Records excerpted from a collection –
--

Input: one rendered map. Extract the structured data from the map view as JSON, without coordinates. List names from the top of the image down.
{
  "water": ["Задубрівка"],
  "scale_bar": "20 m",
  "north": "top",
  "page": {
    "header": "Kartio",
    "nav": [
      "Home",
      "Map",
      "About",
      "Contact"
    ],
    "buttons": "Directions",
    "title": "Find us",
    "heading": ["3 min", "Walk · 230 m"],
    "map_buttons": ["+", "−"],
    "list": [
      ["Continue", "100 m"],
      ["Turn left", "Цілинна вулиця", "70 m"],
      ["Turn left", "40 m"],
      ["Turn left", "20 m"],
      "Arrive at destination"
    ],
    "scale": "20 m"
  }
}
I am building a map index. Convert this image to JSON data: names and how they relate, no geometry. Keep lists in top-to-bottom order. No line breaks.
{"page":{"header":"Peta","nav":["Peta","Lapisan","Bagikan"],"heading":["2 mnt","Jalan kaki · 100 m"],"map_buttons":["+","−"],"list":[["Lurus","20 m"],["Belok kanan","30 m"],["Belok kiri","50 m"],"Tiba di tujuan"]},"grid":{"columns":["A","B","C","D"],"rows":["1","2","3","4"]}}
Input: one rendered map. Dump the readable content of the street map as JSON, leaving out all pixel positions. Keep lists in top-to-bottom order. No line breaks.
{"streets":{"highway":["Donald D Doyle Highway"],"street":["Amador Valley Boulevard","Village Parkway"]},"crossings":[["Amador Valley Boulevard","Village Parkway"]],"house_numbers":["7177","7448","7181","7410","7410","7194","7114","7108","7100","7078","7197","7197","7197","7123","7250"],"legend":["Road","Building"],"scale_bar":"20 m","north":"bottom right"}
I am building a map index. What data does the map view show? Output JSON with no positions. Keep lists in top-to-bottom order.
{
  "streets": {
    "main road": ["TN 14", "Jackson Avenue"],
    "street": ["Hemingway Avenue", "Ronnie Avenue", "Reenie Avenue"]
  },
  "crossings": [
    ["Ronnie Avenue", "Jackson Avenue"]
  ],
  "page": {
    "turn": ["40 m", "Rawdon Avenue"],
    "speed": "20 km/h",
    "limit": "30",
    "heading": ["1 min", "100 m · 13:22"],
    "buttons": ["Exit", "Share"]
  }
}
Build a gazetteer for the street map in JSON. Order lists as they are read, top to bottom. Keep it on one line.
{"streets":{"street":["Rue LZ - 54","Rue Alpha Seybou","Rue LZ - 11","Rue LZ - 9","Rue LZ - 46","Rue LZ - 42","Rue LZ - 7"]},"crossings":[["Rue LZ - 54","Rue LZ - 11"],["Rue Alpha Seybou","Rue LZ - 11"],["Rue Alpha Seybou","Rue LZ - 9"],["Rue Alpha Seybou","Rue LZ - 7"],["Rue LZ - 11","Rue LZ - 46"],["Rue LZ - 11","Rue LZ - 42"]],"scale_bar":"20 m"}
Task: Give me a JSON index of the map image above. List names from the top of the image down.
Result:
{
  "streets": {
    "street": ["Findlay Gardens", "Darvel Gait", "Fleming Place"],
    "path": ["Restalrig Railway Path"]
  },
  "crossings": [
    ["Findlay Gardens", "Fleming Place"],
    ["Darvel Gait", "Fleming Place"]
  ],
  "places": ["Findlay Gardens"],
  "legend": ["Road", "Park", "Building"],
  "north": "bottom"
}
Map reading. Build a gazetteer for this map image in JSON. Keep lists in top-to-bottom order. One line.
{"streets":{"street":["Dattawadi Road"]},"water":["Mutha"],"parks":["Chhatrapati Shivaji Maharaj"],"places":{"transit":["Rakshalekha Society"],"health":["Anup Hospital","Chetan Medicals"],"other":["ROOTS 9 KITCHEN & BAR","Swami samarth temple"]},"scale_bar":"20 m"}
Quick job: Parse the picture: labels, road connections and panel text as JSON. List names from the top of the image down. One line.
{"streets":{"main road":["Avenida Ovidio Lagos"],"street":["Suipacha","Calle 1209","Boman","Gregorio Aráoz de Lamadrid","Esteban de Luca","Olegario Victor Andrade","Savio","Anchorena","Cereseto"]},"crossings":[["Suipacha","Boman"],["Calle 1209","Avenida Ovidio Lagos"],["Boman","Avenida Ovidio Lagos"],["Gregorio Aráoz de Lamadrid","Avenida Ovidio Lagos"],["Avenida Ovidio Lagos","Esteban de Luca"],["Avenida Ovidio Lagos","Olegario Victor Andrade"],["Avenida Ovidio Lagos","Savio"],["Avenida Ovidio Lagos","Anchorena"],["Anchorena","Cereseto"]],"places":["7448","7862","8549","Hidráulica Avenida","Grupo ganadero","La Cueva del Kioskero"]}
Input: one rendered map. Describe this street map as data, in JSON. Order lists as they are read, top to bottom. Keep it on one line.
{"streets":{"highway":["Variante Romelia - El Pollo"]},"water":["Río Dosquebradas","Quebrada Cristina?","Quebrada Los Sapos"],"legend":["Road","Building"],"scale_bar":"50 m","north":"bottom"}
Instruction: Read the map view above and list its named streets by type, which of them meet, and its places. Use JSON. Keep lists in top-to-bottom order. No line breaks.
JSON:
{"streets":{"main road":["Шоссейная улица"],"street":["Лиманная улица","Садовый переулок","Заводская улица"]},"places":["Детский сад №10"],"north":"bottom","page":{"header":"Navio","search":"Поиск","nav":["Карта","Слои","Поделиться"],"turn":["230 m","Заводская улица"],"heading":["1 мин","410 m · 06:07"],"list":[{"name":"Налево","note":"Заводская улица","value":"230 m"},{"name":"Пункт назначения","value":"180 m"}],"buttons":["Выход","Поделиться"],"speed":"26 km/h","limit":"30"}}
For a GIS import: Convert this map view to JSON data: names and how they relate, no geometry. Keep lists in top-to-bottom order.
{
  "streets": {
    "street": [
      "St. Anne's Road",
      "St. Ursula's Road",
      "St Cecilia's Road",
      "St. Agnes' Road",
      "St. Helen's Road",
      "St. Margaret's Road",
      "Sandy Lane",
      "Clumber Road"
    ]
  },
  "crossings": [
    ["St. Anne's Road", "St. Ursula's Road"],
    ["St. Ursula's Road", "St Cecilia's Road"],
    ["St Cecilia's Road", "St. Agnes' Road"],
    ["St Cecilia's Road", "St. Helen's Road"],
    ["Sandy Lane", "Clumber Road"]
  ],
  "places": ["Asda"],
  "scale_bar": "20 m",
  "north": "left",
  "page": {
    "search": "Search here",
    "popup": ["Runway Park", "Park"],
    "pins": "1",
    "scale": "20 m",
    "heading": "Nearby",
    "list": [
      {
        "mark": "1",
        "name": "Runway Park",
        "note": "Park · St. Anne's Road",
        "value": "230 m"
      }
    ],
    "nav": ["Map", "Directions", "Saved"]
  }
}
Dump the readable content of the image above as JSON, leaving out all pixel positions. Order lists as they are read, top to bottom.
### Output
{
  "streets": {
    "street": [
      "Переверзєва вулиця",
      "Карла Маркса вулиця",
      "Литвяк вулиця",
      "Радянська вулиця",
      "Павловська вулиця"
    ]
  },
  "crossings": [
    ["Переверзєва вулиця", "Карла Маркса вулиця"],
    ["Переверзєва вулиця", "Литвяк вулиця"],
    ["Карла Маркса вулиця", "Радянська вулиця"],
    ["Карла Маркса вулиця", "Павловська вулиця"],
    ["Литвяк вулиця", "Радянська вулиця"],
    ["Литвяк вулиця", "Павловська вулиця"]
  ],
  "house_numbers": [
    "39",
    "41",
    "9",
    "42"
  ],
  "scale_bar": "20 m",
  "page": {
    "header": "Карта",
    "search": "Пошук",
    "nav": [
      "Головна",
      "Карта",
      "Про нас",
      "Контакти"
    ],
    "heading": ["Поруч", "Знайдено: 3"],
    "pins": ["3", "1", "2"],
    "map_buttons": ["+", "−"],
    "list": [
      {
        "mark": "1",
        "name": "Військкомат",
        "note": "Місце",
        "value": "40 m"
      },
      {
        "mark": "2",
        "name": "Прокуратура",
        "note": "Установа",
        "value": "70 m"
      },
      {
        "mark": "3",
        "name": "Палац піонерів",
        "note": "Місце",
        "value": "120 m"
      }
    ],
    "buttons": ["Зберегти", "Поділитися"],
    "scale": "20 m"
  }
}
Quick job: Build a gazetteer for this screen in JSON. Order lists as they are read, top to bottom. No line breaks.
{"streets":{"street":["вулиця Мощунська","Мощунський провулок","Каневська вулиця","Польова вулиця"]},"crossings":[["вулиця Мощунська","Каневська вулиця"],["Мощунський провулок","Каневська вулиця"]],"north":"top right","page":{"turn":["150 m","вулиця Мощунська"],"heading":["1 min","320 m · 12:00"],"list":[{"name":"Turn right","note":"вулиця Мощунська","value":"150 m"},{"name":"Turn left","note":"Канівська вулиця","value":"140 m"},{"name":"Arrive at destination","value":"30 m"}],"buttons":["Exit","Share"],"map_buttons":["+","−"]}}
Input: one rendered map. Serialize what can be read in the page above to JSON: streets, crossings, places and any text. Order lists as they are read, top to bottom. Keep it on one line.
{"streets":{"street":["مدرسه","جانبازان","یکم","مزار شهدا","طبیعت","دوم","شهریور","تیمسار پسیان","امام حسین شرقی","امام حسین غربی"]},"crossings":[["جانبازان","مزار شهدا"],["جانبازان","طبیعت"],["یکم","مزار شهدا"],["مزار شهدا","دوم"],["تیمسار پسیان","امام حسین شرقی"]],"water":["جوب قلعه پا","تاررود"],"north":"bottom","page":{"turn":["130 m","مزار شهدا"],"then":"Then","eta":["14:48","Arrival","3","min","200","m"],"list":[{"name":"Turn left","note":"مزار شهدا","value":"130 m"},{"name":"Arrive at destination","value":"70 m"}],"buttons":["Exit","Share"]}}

--

What you give back should be only the lines of the records above, starting at the line with "I am building a map index. Convert" and ending at the line with "Task: Give me", restated word for word.

I am building a map index. Convert this image to JSON data: names and how they relate, no geometry. Keep lists in top-to-bottom order. No line breaks.
{"page":{"header":"Peta","nav":["Peta","Lapisan","Bagikan"],"heading":["2 mnt","Jalan kaki · 100 m"],"map_buttons":["+","−"],"list":[["Lurus","20 m"],["Belok kanan","30 m"],["Belok kiri","50 m"],"Tiba di tujuan"]},"grid":{"columns":["A","B","C","D"],"rows":["1","2","3","4"]}}
Input: one rendered map. Dump the readable content of the street map as JSON, leaving out all pixel positions. Keep lists in top-to-bottom order. No line breaks.
{"streets":{"highway":["Donald D Doyle Highway"],"street":["Amador Valley Boulevard","Village Parkway"]},"crossings":[["Amador Valley Boulevard","Village Parkway"]],"house_numbers":["7177","7448","7181","7410","7410","7194","7114","7108","7100","7078","7197","7197","7197","7123","7250"],"legend":["Road","Building"],"scale_bar":"20 m","north":"bottom right"}
I am building a map index. What data does the map view show? Output JSON with no positions. Keep lists in top-to-bottom order.
{
  "streets": {
    "main road": ["TN 14", "Jackson Avenue"],
    "street": ["Hemingway Avenue", "Ronnie Avenue", "Reenie Avenue"]
  },
  "crossings": [
    ["Ronnie Avenue", "Jackson Avenue"]
  ],
  "page": {
    "turn": ["40 m", "Rawdon Avenue"],
    "speed": "20 km/h",
    "limit": "30",
    "heading": ["1 min", "100 m · 13:22"],
    "buttons": ["Exit", "Share"]
  }
}
Build a gazetteer for the street map in JSON. Order lists as they are read, top to bottom. Keep it on one line.
{"streets":{"street":["Rue LZ - 54","Rue Alpha Seybou","Rue LZ - 11","Rue LZ - 9","Rue LZ - 46","Rue LZ - 42","Rue LZ - 7"]},"crossings":[["Rue LZ - 54","Rue LZ - 11"],["Rue Alpha Seybou","Rue LZ - 11"],["Rue Alpha Seybou","Rue LZ - 9"],["Rue Alpha Seybou","Rue LZ - 7"],["Rue LZ - 11","Rue LZ - 46"],["Rue LZ - 11","Rue LZ - 42"]],"scale_bar":"20 m"}
Task: Give me a JSON index of the map image above. List names from the top of the image down.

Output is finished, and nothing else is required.